David Lenga - Holocaust Survivor
I was born in Lodz, Poland on December 3rd, 1927 into a rather large orthodox Jewish family. My parents ; Abraham and Sarah Lenga, were living a more modern orthodox lifestyle than my grandparents. I had a 4 years younger brother Nathan. Our first language we’re exposed to and learned was Yiddish. It became my and my brother’s “ Mamma- Loshen."
We had a wonderful childhood. My Father was a businessman and owner of a large Tannery, in the small town of Strykow, (18 km. south of Lodz). By the time I was 4 years old, I had to learn to speak Polish, and so I became bi-lingual. Throughout my 5 years of public education, I was an “ A “ student. Because I had a great thirst for learning, I loved going to school.

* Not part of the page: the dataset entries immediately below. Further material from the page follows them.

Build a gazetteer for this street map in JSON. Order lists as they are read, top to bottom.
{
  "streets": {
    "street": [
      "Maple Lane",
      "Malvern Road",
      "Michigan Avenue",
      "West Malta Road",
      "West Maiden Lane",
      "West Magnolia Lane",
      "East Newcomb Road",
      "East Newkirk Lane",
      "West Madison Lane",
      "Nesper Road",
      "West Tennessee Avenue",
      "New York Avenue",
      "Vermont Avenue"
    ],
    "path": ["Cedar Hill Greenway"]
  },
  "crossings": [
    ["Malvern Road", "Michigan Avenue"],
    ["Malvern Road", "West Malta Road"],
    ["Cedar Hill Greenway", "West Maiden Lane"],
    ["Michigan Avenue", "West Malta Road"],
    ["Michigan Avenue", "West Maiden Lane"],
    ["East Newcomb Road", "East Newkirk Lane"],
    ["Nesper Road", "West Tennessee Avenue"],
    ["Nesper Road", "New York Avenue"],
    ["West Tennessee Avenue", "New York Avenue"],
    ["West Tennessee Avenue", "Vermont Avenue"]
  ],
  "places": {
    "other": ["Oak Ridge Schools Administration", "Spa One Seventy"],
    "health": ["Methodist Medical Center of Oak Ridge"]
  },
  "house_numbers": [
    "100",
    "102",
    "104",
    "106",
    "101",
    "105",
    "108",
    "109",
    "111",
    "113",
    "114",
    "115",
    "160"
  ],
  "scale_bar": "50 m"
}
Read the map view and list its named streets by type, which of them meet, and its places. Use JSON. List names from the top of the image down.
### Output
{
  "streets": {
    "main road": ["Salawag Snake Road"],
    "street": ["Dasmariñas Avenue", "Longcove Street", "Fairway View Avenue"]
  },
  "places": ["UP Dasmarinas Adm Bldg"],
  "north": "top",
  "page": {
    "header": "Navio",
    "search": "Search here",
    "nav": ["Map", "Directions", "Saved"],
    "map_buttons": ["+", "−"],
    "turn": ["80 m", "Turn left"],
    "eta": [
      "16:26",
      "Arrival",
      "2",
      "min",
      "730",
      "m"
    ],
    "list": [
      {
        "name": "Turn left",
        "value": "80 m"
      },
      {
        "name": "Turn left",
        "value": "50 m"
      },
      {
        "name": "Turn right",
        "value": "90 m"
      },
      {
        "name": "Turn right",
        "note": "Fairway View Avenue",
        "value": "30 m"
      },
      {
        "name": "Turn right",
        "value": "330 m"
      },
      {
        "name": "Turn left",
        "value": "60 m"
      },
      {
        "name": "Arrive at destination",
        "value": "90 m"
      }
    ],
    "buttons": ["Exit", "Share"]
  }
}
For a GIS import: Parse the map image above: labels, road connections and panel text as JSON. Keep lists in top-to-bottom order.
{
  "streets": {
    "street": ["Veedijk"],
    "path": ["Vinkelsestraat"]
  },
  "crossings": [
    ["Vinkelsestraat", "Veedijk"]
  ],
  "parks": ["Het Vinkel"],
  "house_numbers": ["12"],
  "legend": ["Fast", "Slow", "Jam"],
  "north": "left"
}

My parents also sent me to “Cheder," Jewish religious school, where I got my Jewish education. My brother Nathan and I, grew up in a very loving and caring family. My mother and dad adored us, but raised us with a firm hand, yet a tender, loving heart. They imbued us with life-values so strong, that they became our guiding compass later on in life. I was always an outgoing boy, and surrounded myself with many close friends. My loving parents took us every year on summer vacations in the countryside, where we frolicked, climbing fruit trees and enjoying the fresh fruits, etc. All this wonderful life came to an abrupt end, on September 1st, 1939. I was then only 11 years old, when Hitler’s army brutally overran and invaded Poland. My life then entered a Nightmare. What followed, in short, was persecution, brutality towards the Jewish people, separation of families, incarceration in Ghettos, deportations to slave labor camps, and exterminations in camps like Auschwitz, Dachau, and Kaufering. I went through 6 years of living Hell of war. I survived by the skin of my teeth, and by sheer luck. I lost my entire family which, including my extended family, numbered close to 100 people ! I was so fortunate to find out later, after liberation, that my dear Dad also survived. Only two survivors out of 100. I was liberated by the American Army on May 5th, 1945. I was only 17 years old.